Supplied material Start Marker

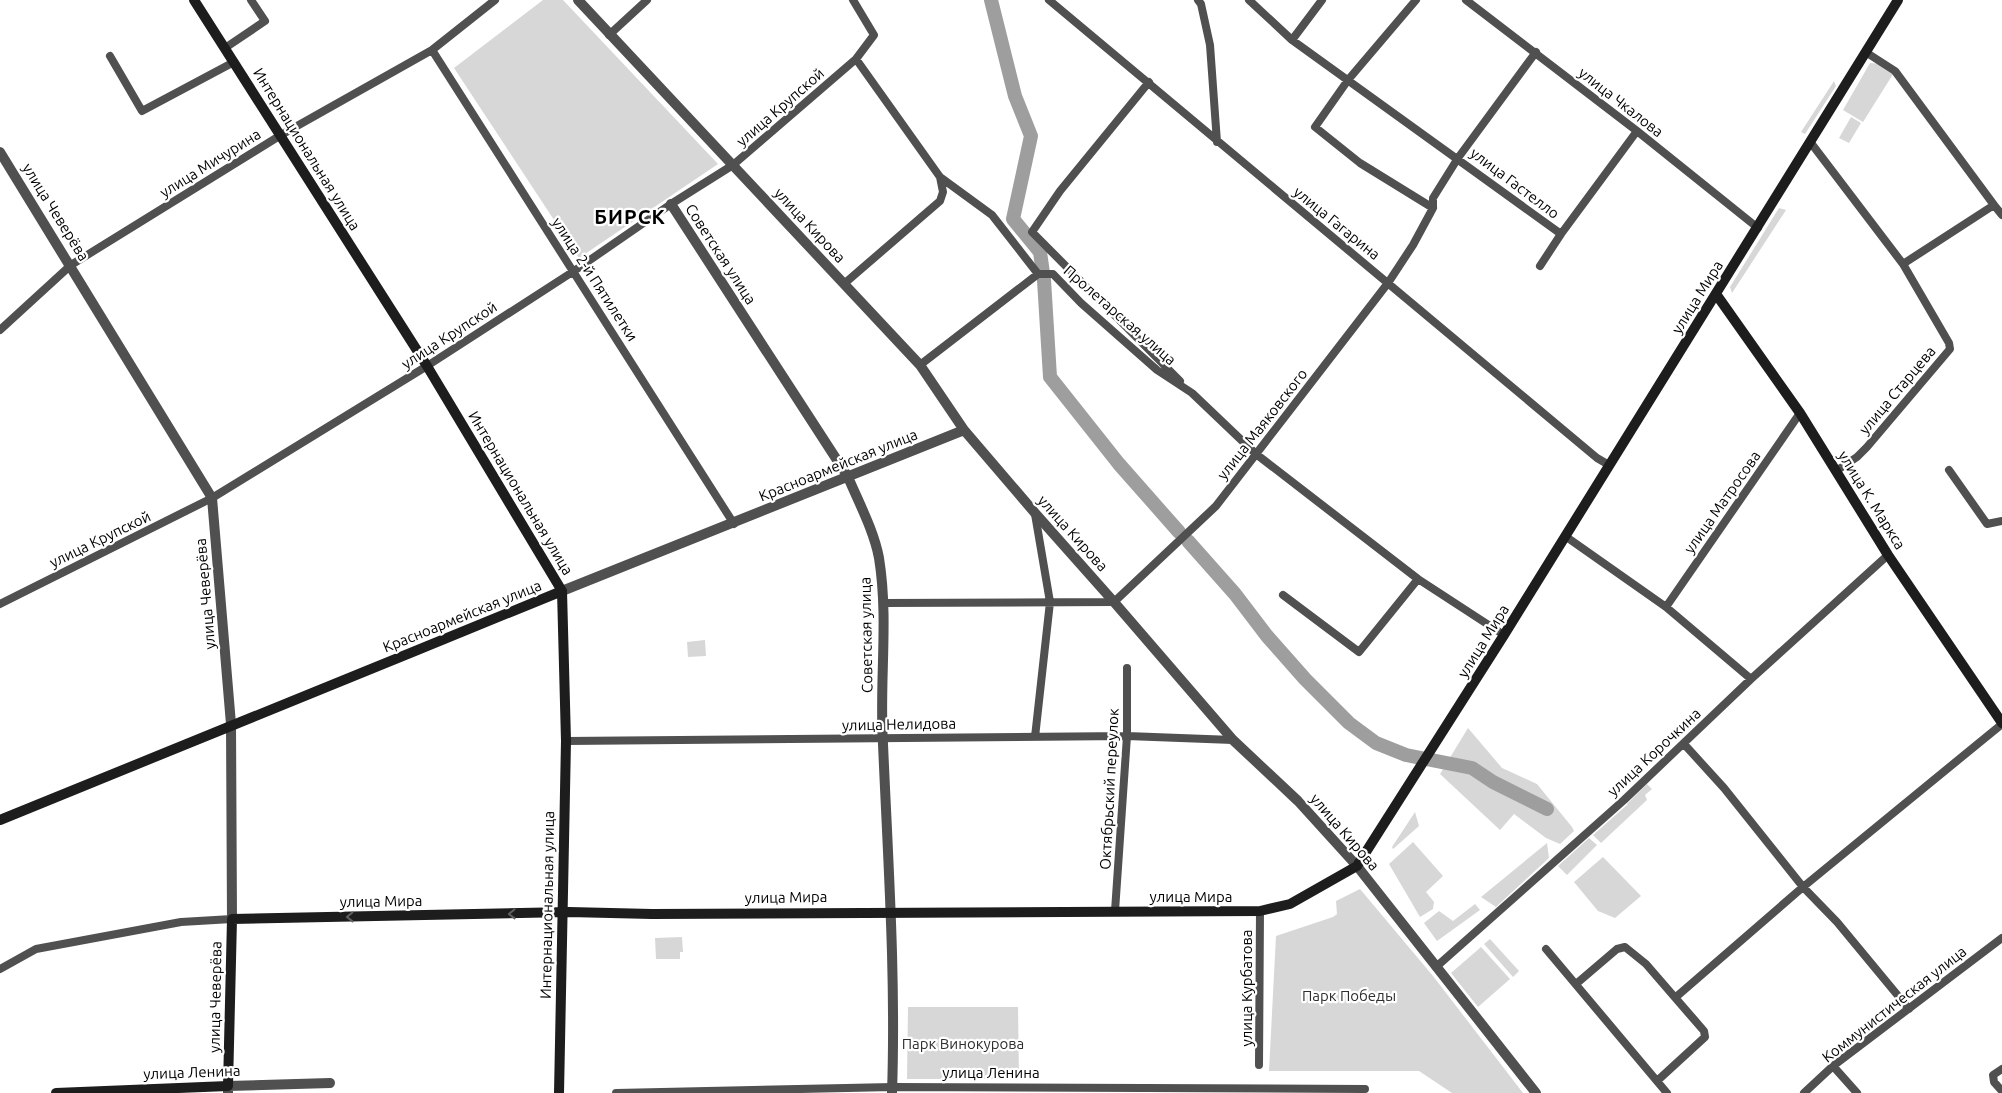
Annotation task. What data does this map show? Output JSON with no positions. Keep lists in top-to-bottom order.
{
  "streets": {
    "main road": [
      "Интернациональная улица",
      "улица Чеверёва",
      "улица Мира",
      "Красноармейская улица",
      "улица К. Маркса",
      "улица Ленина"
    ],
    "street": [
      "улица Чкалова",
      "улица Крупской",
      "улица Мичурина",
      "улица Гастелло",
      "улица Гагарина",
      "улица Кирова",
      "Советская улица",
      "улица 2-й Пятилетки",
      "Пролетарская улица",
      "улица Старцева",
      "улица Маяковского",
      "улица Матросова",
      "улица Нелидова",
      "улица Корочкина",
      "Октябрьский переулок",
      "улица Курбатова",
      "Коммунистическая улица"
    ]
  },
  "crossings": [
    ["улица Чкалова", "улица Гастелло"],
    ["улица Чкалова", "улица Мира"],
    ["улица Чкалова", "улица Маяковского"],
    ["улица Крупской", "Интернациональная улица"],
    ["улица Крупской", "улица Чеверёва"],
    ["улица Крупской", "улица Кирова"],
    ["улица Крупской", "Советская улица"],
    ["улица Крупской", "улица 2-й Пятилетки"],
    ["улица Крупской", "Пролетарская улица"],
    ["Интернациональная улица", "улица Мичурина"],
    ["Интернациональная улица", "улица Мира"],
    ["Интернациональная улица", "Красноармейская улица"],
    ["Интернациональная улица", "улица Нелидова"],
    ["улица Мичурина", "улица Чеверёва"],
    ["улица Мичурина", "улица 2-й Пятилетки"],
    ["улица Гастелло", "улица Маяковского"],
    ["улица Чеверёва", "улица Мира"],
    ["улица Чеверёва", "Красноармейская улица"],
    ["улица Чеверёва", "улица Ленина"],
    ["улица Гагарина", "улица Мира"],
    ["улица Гагарина", "Пролетарская улица"],
    ["улица Гагарина", "улица Маяковского"],
    ["улица Кирова", "улица Мира"],
    ["улица Кирова", "улица Маяковского"],
    ["улица Кирова", "Красноармейская улица"],
    ["улица Кирова", "улица Нелидова"],
    ["улица Кирова", "улица Корочкина"],
    ["Советская улица", "улица Мира"],
    ["Советская улица", "Красноармейская улица"],
    ["Советская улица", "улица Нелидова"],
    ["Советская улица", "улица Ленина"],
    ["улица 2-й Пятилетки", "Красноармейская улица"],
    ["улица Мира", "Пролетарская улица"],
    ["улица Мира", "улица Старцева"],
    ["улица Мира", "улица К. Маркса"],
    ["улица Мира", "Октябрьский переулок"],
    ["улица Мира", "улица Курбатова"],
    ["Пролетарская улица", "улица Маяковского"],
    ["улица Старцева", "улица К. Маркса"],
    ["улица К. Маркса", "улица Матросова"],
    ["улица К. Маркса", "улица Корочкина"],
    ["улица Нелидова", "Октябрьский переулок"]
  ],
  "districts": ["БИРСК"],
  "parks": ["Парк Победы", "Парк Винокурова"]
}
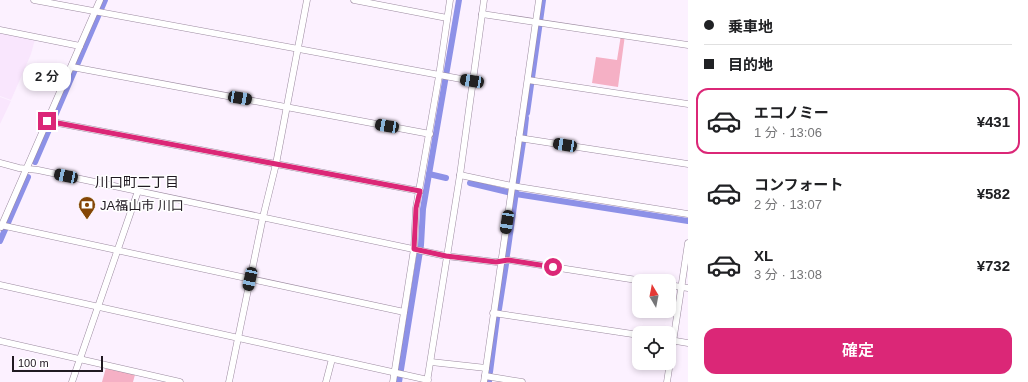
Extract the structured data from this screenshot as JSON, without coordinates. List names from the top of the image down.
{
  "districts": ["川口町二丁目"],
  "places": {
    "bank": ["JA福山市 川口"]
  },
  "scale_bar": "100 m",
  "north": "top",
  "page": {
    "banner": ["乗車地", "目的地"],
    "bubble": "2 分",
    "list": [
      {
        "name": "エコノミー",
        "note": "1 分 · 13:06",
        "value": "¥431"
      },
      {
        "name": "コンフォート",
        "note": "2 分 · 13:07",
        "value": "¥582"
      },
      {
        "name": "XL",
        "note": "3 分 · 13:08",
        "value": "¥732"
      }
    ],
    "buttons": "確定",
    "scale": "100 m"
  }
}
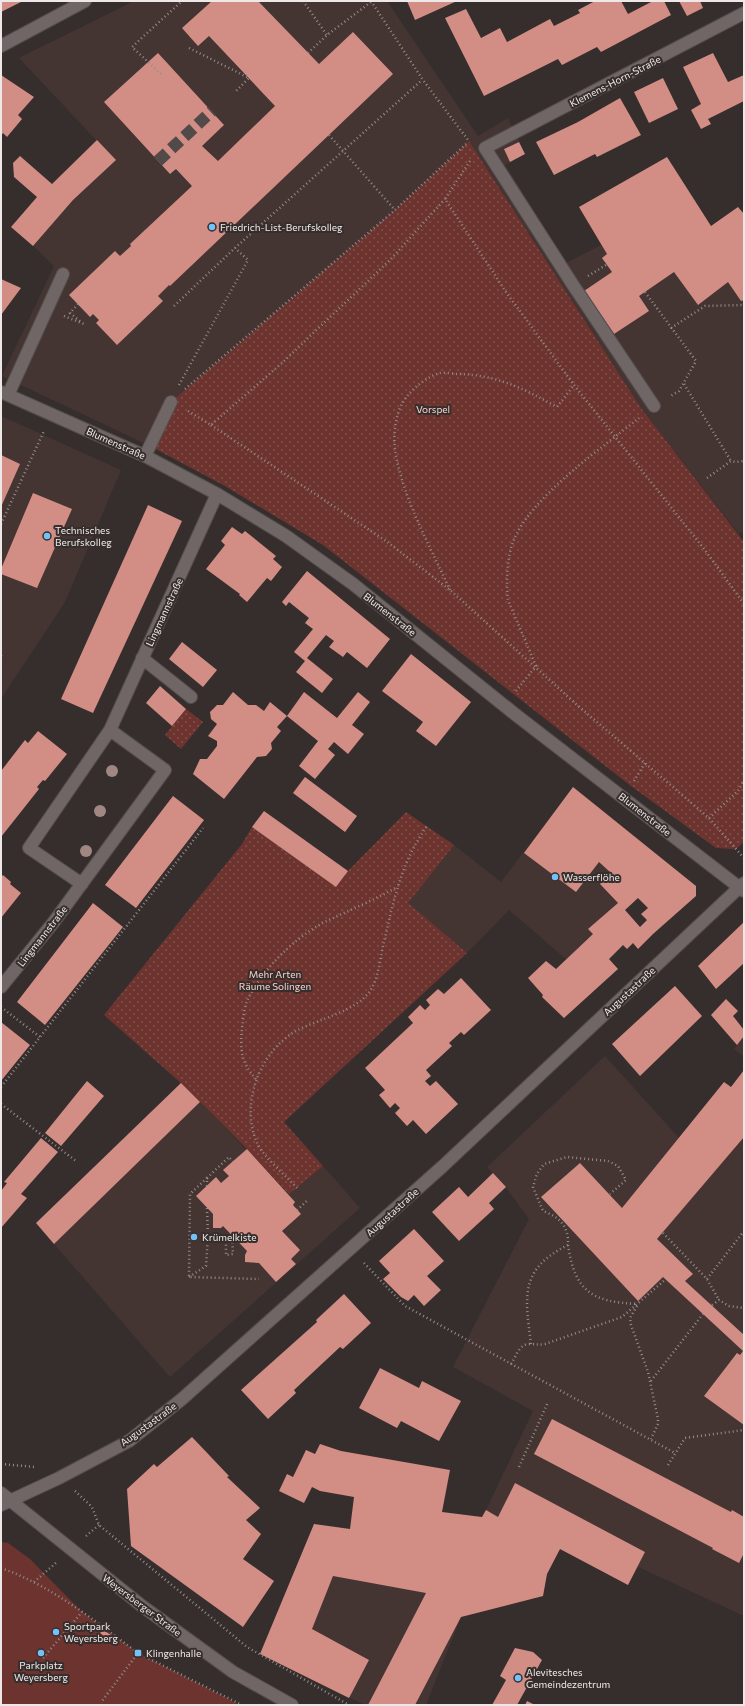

Supplied material End Marker

Every entry above should be duplicated exactly. Do not include the images.

Annotation task. What data does this map show? Output JSON with no positions. Keep lists in top-to-bottom order.
{
  "streets": {
    "main road": [
      "Интернациональная улица",
      "улица Чеверёва",
      "улица Мира",
      "Красноармейская улица",
      "улица К. Маркса",
      "улица Ленина"
    ],
    "street": [
      "улица Чкалова",
      "улица Крупской",
      "улица Мичурина",
      "улица Гастелло",
      "улица Гагарина",
      "улица Кирова",
      "Советская улица",
      "улица 2-й Пятилетки",
      "Пролетарская улица",
      "улица Старцева",
      "улица Маяковского",
      "улица Матросова",
      "улица Нелидова",
      "улица Корочкина",
      "Октябрьский переулок",
      "улица Курбатова",
      "Коммунистическая улица"
    ]
  },
  "crossings": [
    ["улица Чкалова", "улица Гастелло"],
    ["улица Чкалова", "улица Мира"],
    ["улица Чкалова", "улица Маяковского"],
    ["улица Крупской", "Интернациональная улица"],
    ["улица Крупской", "улица Чеверёва"],
    ["улица Крупской", "улица Кирова"],
    ["улица Крупской", "Советская улица"],
    ["улица Крупской", "улица 2-й Пятилетки"],
    ["улица Крупской", "Пролетарская улица"],
    ["Интернациональная улица", "улица Мичурина"],
    ["Интернациональная улица", "улица Мира"],
    ["Интернациональная улица", "Красноармейская улица"],
    ["Интернациональная улица", "улица Нелидова"],
    ["улица Мичурина", "улица Чеверёва"],
    ["улица Мичурина", "улица 2-й Пятилетки"],
    ["улица Гастелло", "улица Маяковского"],
    ["улица Чеверёва", "улица Мира"],
    ["улица Чеверёва", "Красноармейская улица"],
    ["улица Чеверёва", "улица Ленина"],
    ["улица Гагарина", "улица Мира"],
    ["улица Гагарина", "Пролетарская улица"],
    ["улица Гагарина", "улица Маяковского"],
    ["улица Кирова", "улица Мира"],
    ["улица Кирова", "улица Маяковского"],
    ["улица Кирова", "Красноармейская улица"],
    ["улица Кирова", "улица Нелидова"],
    ["улица Кирова", "улица Корочкина"],
    ["Советская улица", "улица Мира"],
    ["Советская улица", "Красноармейская улица"],
    ["Советская улица", "улица Нелидова"],
    ["Советская улица", "улица Ленина"],
    ["улица 2-й Пятилетки", "Красноармейская улица"],
    ["улица Мира", "Пролетарская улица"],
    ["улица Мира", "улица Старцева"],
    ["улица Мира", "улица К. Маркса"],
    ["улица Мира", "Октябрьский переулок"],
    ["улица Мира", "улица Курбатова"],
    ["Пролетарская улица", "улица Маяковского"],
    ["улица Старцева", "улица К. Маркса"],
    ["улица К. Маркса", "улица Матросова"],
    ["улица К. Маркса", "улица Корочкина"],
    ["улица Нелидова", "Октябрьский переулок"]
  ],
  "districts": ["БИРСК"],
  "parks": ["Парк Победы", "Парк Винокурова"]
}
Extract the structured data from this screenshot as JSON, without coordinates. List names from the top of the image down.
{
  "districts": ["川口町二丁目"],
  "places": {
    "bank": ["JA福山市 川口"]
  },
  "scale_bar": "100 m",
  "north": "top",
  "page": {
    "banner": ["乗車地", "目的地"],
    "bubble": "2 分",
    "list": [
      {
        "name": "エコノミー",
        "note": "1 分 · 13:06",
        "value": "¥431"
      },
      {
        "name": "コンフォート",
        "note": "2 分 · 13:07",
        "value": "¥582"
      },
      {
        "name": "XL",
        "note": "3 分 · 13:08",
        "value": "¥732"
      }
    ],
    "buttons": "確定",
    "scale": "100 m"
  }
}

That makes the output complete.